WHAT IS REQUIRED
For the records shown below, return an exact copy that excludes the pictures.

PROVIDED DATA
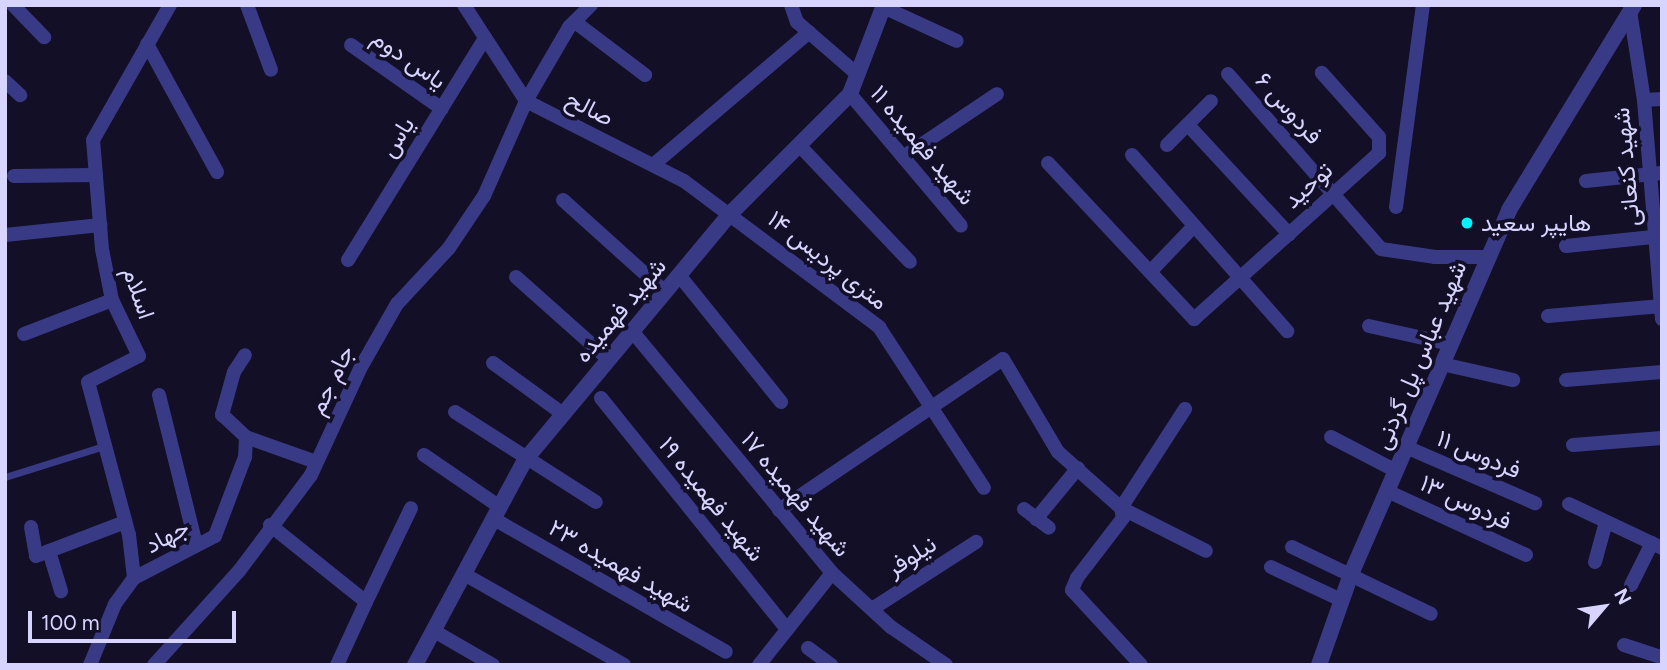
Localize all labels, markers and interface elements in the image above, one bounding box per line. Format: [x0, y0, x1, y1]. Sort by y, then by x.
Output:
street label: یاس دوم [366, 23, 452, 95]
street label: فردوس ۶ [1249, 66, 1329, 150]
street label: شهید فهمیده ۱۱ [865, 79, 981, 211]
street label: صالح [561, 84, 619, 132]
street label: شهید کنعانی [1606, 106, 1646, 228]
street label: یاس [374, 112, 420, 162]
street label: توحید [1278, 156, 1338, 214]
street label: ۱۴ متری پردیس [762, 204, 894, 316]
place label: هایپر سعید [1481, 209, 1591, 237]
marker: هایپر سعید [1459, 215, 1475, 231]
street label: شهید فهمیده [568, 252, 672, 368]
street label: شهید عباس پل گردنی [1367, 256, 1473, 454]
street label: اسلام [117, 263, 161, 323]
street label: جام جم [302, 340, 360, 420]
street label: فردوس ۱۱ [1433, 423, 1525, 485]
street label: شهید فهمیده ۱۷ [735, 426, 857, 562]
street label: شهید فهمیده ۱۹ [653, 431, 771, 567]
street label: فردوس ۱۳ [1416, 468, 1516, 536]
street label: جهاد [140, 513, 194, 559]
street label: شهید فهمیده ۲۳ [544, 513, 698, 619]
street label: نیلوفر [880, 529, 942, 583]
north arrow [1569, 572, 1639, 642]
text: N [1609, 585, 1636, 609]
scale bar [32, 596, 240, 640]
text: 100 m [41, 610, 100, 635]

TASK OUTPUT
Localize all labels, markers and interface elements in the image above, one bounding box per line. Format: [x0, y0, x1, y1]. Sort by y, then by x.
Output:
street label: یاس دوم [366, 23, 452, 95]
street label: فردوس ۶ [1249, 66, 1329, 150]
street label: شهید فهمیده ۱۱ [865, 79, 981, 211]
street label: صالح [561, 84, 619, 132]
street label: شهید کنعانی [1606, 106, 1646, 228]
street label: یاس [374, 112, 420, 162]
street label: توحید [1278, 156, 1338, 214]
street label: ۱۴ متری پردیس [762, 204, 894, 316]
place label: هایپر سعید [1481, 209, 1591, 237]
marker: هایپر سعید [1459, 215, 1475, 231]
street label: شهید فهمیده [568, 252, 672, 368]
street label: شهید عباس پل گردنی [1367, 256, 1473, 454]
street label: اسلام [117, 263, 161, 323]
street label: جام جم [302, 340, 360, 420]
street label: فردوس ۱۱ [1433, 423, 1525, 485]
street label: شهید فهمیده ۱۷ [735, 426, 857, 562]
street label: شهید فهمیده ۱۹ [653, 431, 771, 567]
street label: فردوس ۱۳ [1416, 468, 1516, 536]
street label: جهاد [140, 513, 194, 559]
street label: شهید فهمیده ۲۳ [544, 513, 698, 619]
street label: نیلوفر [880, 529, 942, 583]
north arrow [1569, 572, 1639, 642]
text: N [1609, 585, 1636, 609]
scale bar [32, 596, 240, 640]
text: 100 m [41, 610, 100, 635]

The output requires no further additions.